With U.S. business owners celebrating the Supreme Court’s embrace of “the liberal federal policy favoring arbitration” and hastening to add arbitration clauses with class action waivers to the stack of first-day paperwork for new hires to sign, news from China suggests an approach far more aggressive than anything Rule 23 contemplates. Charles Starnes, co-owner of Florida-based Specialty Medical Supplies, arrived at his Beijing factory last week intending to lay off 30 employees. However, Starnes was preempted by the employees, who rather than being escorted out of the building by an officious HR employee, took Starnes hostage. The employees/captors have since benefitted from the Chinese government’s apparent indifference, if not its affirmative support, as Starnes remains in captivity.

Accounts vary as to exactly what happened, though it seems that Starnes’ meeting with employees went awry like an unsuccessful mediation writ large, with employees having expected a more generous severance package. Instead of responding with the usual counter-offer, they put Starnes in something that looks a lot like a conventional jail, albeit with more elegant bar beveling than is usually seen in prisons. Apparently, according to the Washington Post, “a lot of CEOs get taken hostage in China.”
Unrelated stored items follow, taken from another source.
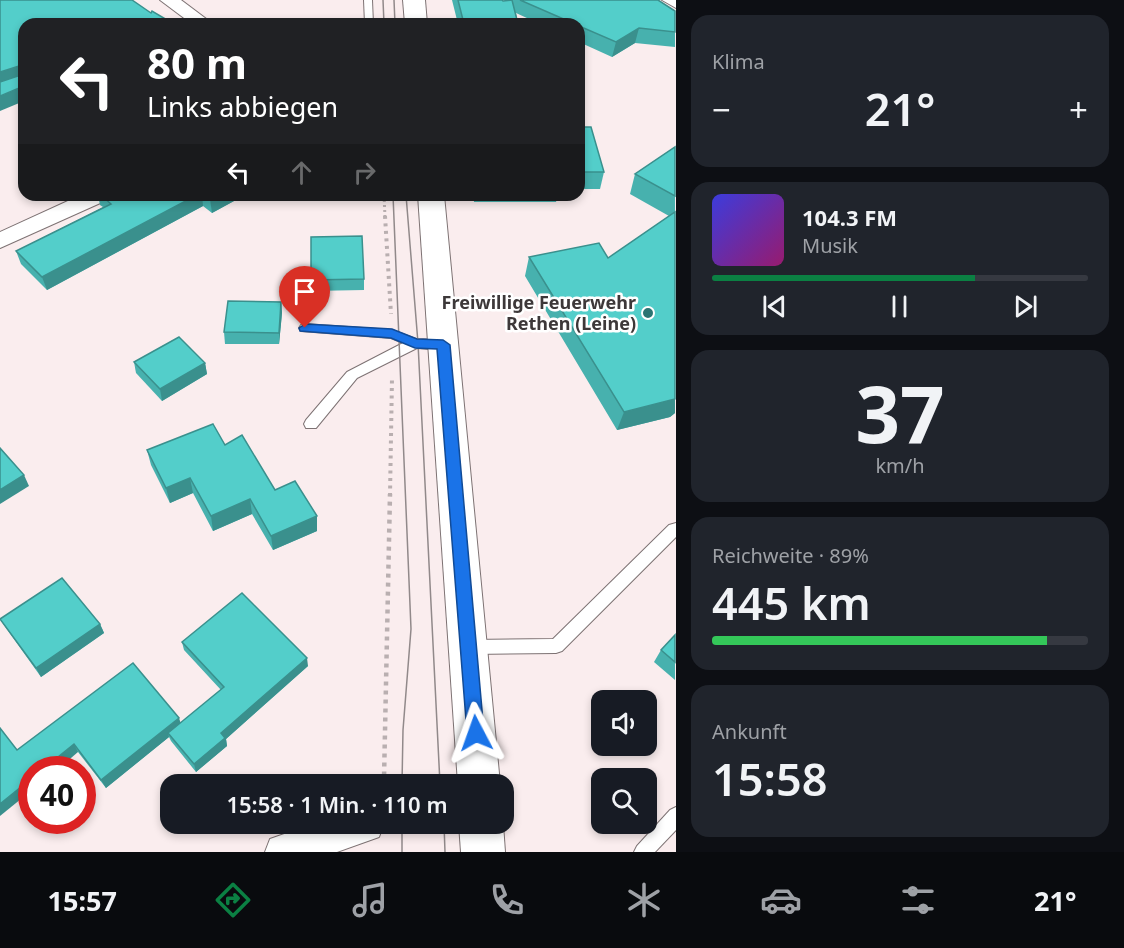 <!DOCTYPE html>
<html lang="de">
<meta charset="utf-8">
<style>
:root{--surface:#171b24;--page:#20242c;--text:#f1f3f6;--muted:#9ea1a6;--line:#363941;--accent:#0b8043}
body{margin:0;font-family:"Noto Sans",sans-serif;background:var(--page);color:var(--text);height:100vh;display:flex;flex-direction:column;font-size:22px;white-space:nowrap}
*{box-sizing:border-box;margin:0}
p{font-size:20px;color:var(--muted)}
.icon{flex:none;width:33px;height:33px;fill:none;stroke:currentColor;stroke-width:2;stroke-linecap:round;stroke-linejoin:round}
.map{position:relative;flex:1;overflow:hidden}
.panel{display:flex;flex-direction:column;gap:15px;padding:15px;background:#0d0f14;width:448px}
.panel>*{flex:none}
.guide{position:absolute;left:18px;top:18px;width:567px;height:183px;border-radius:18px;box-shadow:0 3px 9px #0003;background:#202124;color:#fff;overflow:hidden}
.controls{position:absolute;left:591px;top:690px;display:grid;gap:12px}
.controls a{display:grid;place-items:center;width:66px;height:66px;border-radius:12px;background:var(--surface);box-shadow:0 3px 9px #0003;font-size:30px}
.speed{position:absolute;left:18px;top:756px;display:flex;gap:12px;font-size:30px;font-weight:700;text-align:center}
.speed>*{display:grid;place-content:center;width:78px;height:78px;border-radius:50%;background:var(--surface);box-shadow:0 3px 9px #0003;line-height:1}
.speed .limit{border:9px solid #d22;background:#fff;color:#111}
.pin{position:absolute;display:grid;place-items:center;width:51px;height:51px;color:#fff;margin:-62px -26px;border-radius:50% 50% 50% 0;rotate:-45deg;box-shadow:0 0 6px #0007}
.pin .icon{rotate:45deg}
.me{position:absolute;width:66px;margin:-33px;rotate:356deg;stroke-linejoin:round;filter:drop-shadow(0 0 4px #0008)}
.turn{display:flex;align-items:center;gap:21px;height:126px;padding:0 30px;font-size:27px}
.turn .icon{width:78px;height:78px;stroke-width:2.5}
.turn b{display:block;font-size:42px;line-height:51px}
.lanes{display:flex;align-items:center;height:57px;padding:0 30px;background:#0003;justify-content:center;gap:30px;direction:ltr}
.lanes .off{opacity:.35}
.big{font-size:45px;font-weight:600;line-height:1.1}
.panel .tile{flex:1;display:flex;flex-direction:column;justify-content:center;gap:9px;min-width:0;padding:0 21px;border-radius:18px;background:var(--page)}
.panel .dial{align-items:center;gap:0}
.dial b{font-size:78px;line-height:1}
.song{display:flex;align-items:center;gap:18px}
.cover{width:72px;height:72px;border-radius:9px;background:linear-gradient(135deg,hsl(240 70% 55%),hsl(320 70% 35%))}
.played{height:6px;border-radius:3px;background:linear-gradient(90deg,var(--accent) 70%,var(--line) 70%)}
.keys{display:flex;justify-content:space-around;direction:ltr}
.heat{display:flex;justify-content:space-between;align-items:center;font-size:33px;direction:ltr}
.charge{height:9px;border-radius:4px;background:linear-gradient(90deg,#34c759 89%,var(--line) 0)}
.trip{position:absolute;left:160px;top:774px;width:354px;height:60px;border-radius:18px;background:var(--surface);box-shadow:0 3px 9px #0003;font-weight:600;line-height:60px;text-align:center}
.tab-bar{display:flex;height:96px;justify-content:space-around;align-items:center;background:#090b0e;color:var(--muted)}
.tab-bar .icon{width:42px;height:42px}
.tab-bar .active{color:var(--accent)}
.tab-bar b{font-size:27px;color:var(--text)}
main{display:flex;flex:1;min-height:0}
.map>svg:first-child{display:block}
</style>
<main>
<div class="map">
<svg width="676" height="852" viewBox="0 0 676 852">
<rect width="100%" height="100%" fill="#faedee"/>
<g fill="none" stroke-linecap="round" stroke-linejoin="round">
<defs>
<g id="lane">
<path d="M364 0H372L373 24H365Z"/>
<path d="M193 14 197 17C190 24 181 24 172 24Z"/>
<path d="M305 324 392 330 416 339 443 340 449 345 443 350 417 348 357 378 316 428H306L304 424 306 420 347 372 403 343 391 338 301 331 299 328 301 325Z"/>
<path d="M676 523V537L562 651 556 653 470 654 464 652 462 647 464 642 470 640 553 639 669 525Z"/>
<path d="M676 807V830L655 852H634L637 846 670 810Z"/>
</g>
<g id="street">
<path d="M160 0H181L213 24H192Z"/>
<path d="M662 0H676V8Z"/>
<path d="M81 195H110L107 200 0 248V232Z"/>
<path d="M313 824H384L379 837 337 852H265L270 839Z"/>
</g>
<g id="secondary">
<path d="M403 0H425L427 24H405Z"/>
<path d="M418 195H444L500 784H458Z"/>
<path d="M459 824H503L505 852H461Z"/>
</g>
</defs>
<use href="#lane" stroke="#7d7273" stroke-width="2"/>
<use href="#street" stroke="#7d7273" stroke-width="2"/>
<use href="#secondary" stroke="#7d7273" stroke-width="2"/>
<path stroke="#b9afb0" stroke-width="3" stroke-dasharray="2 3" stroke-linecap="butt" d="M384 195 385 217"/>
<g stroke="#b9afb0" stroke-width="4" stroke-dasharray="3 4.5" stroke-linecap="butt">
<path d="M385 216 391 314"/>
<path d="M390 496 392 378"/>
</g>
<path stroke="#b9afb0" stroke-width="4.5" stroke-dasharray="4 5" stroke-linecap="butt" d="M361 784 384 779 390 494"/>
<use href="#lane" fill="#fff" fill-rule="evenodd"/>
<use href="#street" fill="#fff" fill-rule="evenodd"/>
<use href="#secondary" fill="#fff" fill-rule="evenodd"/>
<g stroke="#91898a" stroke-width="1.5">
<path d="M383 0 384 24"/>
<path d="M394 0 395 24"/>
<path d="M393 195 411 629 403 730 402 784"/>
<path d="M406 195 418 343 440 784"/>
<path d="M402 824V852"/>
<path d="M444 824 445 852"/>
</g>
</g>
<g fill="#47b1ae">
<path d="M452 0H502L503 1 513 0H658L675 11V47L635 43 612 57 579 42V24H540L516 13 518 24H458Z"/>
<path d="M579 127 604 172 600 189H579Z"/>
<path d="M675 147V413L670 417 617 430 525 276 529 257 608 258 669 216 630 194 635 174Z"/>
<path d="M98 195H245L212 213 203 206 47 290 21 264 16 251 103 207 100 205Z"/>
<path d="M473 195H558L556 202H474Z"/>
<path d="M364 279V290L311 291V280Z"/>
<path d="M281 302 282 313 279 344H225L224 332Z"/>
<path d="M134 362 205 363 207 374 162 401 136 373Z"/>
<path d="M225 445 275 490 317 531 273 550 252 514 213 531 193 493 170 503 151 465 147 450Z"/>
<path d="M0 619 100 624 104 633 41 677 6 628Z"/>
<path d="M675 635V680L654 662 661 650Z"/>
<path d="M182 642 308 666 226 739 227 746 196 772 171 741 169 737 106 788 78 752 17 750 181 723 221 690 184 650Z"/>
</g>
<g fill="#3a908d">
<path d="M639 28 635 43 612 57 616 42Z"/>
<path d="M22 65 24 74 0 87V72Z"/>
<path d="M24 86V101L0 111V96Z"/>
<path d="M197 195H202L203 206 47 290 42 277Z"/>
<path d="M218 195H245L212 213 210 199Z"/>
<path d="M281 302 282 313 279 344V333Z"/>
<path d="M205 363 207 374 162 401 160 389Z"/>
<path d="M675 399V413L670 417 617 430 624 412Z"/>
<path d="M24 475 29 486 0 504V490Z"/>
<path d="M190 478 193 493 170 503 166 488Z"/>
<path d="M250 499 252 514 213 531 211 516Z"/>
<path d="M317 516V531L273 550 271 536Z"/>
<path d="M100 624 104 633 41 677 36 668Z"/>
<path d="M307 658 308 666 226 739 227 746 196 772 194 764 221 733Z"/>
<path d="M179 718 182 727 168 733 169 737 106 788 101 780Z"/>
<path d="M74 744 78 752 57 770H42Z"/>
<path d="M32 778V790L0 816V804Z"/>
</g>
<g fill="#53ceca" stroke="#3a908d" stroke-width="1.5">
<path d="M0 0H132L151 13 152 11 174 24H24V86L0 96V82L21 75 22 65 0 72Z"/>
<path d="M458 0H502L503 1 512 0 518 24H464Z"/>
<path d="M520 0H658L675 11V32L639 28 616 42 579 26V24H575Z"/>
<path d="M579 127H591L604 172H579Z"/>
<path d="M675 147V196L635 174Z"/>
<path d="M101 195H197L42 277 16 251 111 204Z"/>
<path d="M205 195H218L210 199Z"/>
<path d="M675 212V399L624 412 529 257 599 243 608 258Z"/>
<path d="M362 236 364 279 311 280V237Z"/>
<path d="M228 301 281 302 279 333 224 332Z"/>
<path d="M179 337 205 363 160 389 134 362Z"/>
<path d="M213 424 225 445 242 435 275 490 295 481 317 516 271 536 250 499 211 516 190 478 166 488 147 450Z"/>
<path d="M0 448 24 475 0 490Z"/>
<path d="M62 578 100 624 36 668 0 619Z"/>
<path d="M242 593 307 658 221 733 225 738 194 764 168 733 224 687 182 642Z"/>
<path d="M675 635V662L661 650Z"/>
<path d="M133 663 179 718 101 780 74 744 42 770H32V778L0 804V728L17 750Z"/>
</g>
<path fill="#1a73e8" stroke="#114b97" stroke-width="1.5" d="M305 324 392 329 417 339 443 340 450 345 484 733 482 739 476 741 470 739 467 733 437 349 415 348 391 338 300 331 299 328Z"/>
<circle fill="#2a7472" stroke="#fff" stroke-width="2" cx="648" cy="313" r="6"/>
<g text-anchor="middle" stroke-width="5" stroke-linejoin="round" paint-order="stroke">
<g font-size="18" font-weight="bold" fill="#3d3839" stroke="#fff" text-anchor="end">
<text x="636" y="309">Freiwillige Feuerwehr<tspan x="636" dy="21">Rethen (Leine)</tspan></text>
</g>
</g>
</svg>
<div class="controls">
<a><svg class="icon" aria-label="sound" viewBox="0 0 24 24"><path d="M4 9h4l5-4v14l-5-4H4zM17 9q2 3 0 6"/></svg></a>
<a><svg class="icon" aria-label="search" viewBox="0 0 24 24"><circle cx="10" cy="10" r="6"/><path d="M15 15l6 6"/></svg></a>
</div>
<div class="speed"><div class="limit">40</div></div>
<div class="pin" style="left:305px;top:328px;background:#d93025"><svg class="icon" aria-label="arrive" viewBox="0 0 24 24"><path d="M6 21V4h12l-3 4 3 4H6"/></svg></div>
<svg class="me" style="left:476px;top:733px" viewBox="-20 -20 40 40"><path d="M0-17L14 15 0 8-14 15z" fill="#1a73e8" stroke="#fff" stroke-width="4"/></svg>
<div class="trip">15:58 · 1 Min. · 110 m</div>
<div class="guide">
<div class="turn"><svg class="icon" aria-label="left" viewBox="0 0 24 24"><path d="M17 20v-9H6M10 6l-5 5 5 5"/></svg><div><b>80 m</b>Links abbiegen</div></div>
<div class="lanes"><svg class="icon" aria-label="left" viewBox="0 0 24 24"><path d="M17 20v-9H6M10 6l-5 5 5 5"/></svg><svg class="icon off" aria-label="ahead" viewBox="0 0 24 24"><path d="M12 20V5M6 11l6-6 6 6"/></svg><svg class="icon off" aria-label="right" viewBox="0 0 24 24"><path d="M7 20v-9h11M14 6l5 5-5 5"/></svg></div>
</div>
</div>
<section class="panel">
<div class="tile"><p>Klima</p>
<div class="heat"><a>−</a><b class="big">21°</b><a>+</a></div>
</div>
<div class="tile">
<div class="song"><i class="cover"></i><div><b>104.3 FM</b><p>Musik</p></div></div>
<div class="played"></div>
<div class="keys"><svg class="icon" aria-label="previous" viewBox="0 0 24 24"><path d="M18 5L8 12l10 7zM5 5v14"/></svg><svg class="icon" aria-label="pause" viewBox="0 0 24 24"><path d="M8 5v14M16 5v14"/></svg><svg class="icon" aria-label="next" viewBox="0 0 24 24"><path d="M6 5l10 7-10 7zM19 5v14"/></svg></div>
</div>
<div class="tile dial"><b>37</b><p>km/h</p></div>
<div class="tile"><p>Reichweite · 89%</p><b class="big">445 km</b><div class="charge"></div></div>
<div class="tile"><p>Ankunft</p><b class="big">15:58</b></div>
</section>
</main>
<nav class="tab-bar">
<b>15:57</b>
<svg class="icon active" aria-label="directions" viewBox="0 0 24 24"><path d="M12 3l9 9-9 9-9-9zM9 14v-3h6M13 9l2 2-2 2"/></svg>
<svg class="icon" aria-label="music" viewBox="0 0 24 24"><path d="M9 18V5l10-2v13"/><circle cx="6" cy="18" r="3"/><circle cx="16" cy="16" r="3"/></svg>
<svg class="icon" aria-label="phone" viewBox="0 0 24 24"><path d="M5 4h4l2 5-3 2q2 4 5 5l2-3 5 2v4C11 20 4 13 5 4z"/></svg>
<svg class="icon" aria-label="climate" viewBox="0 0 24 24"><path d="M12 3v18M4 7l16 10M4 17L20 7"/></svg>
<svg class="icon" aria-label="car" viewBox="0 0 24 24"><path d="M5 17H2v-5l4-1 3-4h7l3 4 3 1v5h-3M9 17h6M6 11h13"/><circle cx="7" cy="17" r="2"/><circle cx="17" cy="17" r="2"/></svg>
<svg class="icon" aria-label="filters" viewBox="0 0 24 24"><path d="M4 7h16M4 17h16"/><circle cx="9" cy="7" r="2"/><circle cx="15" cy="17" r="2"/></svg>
<b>21°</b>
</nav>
The paper documents a similar incident that took place in Shanghai, in January of this year, but no others, noting only that workers taking their boss hostage “doesn’t make for international headlines.” This time, however, it did make headlines. Even so, Starnes remains in captivity, as no international groundswell has demanded his release. No word on whether Starnes will be required to resolve the dispute with his captors under the efficient, streamlined auspices of arbitration.